Financial markets bet on Thursday that the Bank of England will raise interest rates to a 25-year high of 6.5%…

By financial2020myday , in Economy , at July 6, 2023

Financial markets bet on Thursday that the Bank of England will raise interest rates to a 25-year high of 6.5% early next year, up from a previous expected peak of 6.25%, pushing the yield on short-dated government bonds to their highest since mid 2008.

Rate futures showed a roughly two in three chance that the BoE will have raised rates to 6.5% or higher by its February 2024 meeting, up from 5% now.

Last month the BoE said there had been “more persistence in the inflation process” and raised interest rates by a bigger-than-expected half a percentage point.

The more hawkish shift and comments last week by BoE Governor Andrew Bailey have done nothing to stem an upward climb in gilt yields and rate expectations.

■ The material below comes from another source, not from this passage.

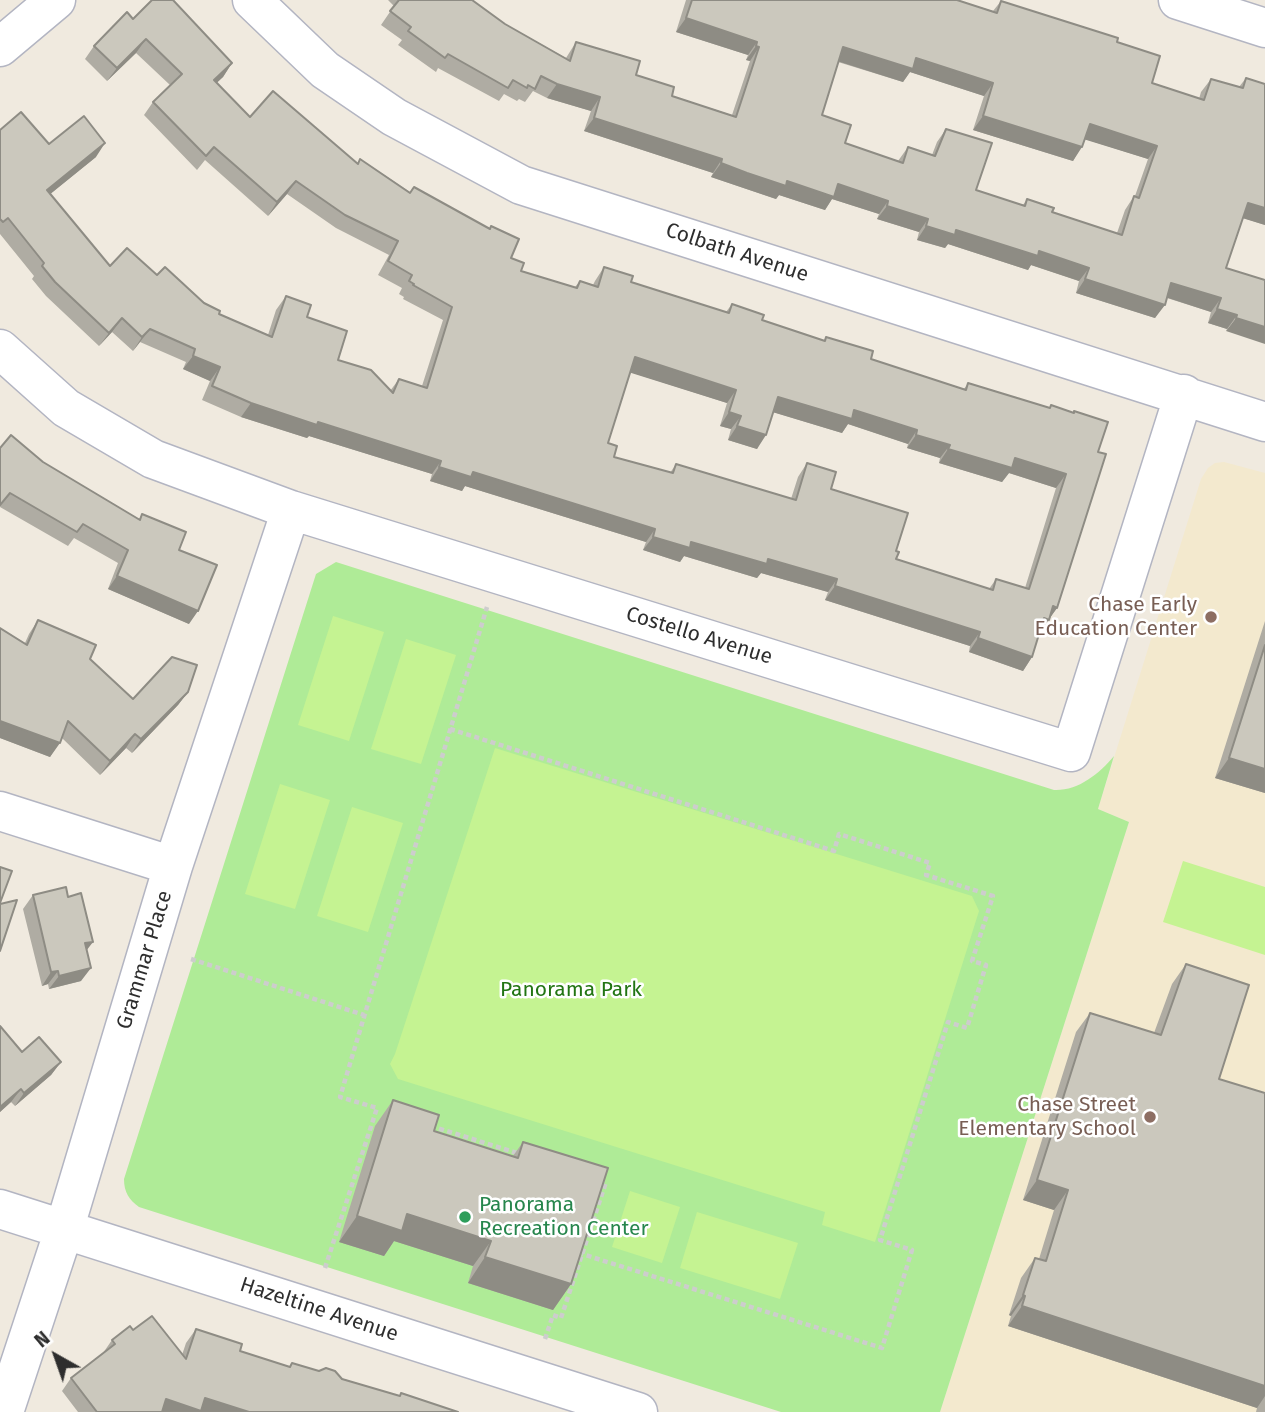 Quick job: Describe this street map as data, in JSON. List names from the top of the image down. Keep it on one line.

“Investors’ expectations for future BoE hikes have only become more aggressive in recent days,” strategists at Deutsche Bank (ETR:DBKGn) wrote in a note to clients.

Bailey said on Thursday there was some evidence that overcharging by some retailers was contributing to inflation. The BoE previously said this was not widespread.

Economists’ forecasts have also moved up, though more slowly. A Reuters poll published on June 26 showed a median forecast of rates peaking at 5.5%.

A BoE survey on Thursday gave mixed messages on inflation stickiness. Businesses’ plans to raise prices were the lowest in 15 months at 5.3%, but their expectations for consumer price inflation in the medium term rose to a five-month high of 3.7%, well above the BoE’s 2% target.

The impact on higher interest rates on some parts of the economy is already clear, with a construction purchasing managers’ index (PMI) recording the biggest fall in house building since 2009, bar two months in 2020.

Despite the weaker growth outlook, gilt yields rose strongly across a range of maturities, in contrast to a recent trend where the biggest moves have been for shorter maturities.

Ten-year yields rose as much as 11 basis points (bps) on the day to 4.606%, their highest since turmoil after September’s mini-budget, while five-year yields surpassed that peak to reach 4.898%, their highest since July 2008.

Two-year gilt yields, the most sensitive to rate expectations, rose as much as 11 bps too to 5.488%, the highest since June 2008.

All the gilts underperformed against U.S. and German government bonds, with spreads versus Bunds reaching their widest since October at more than 200 bps.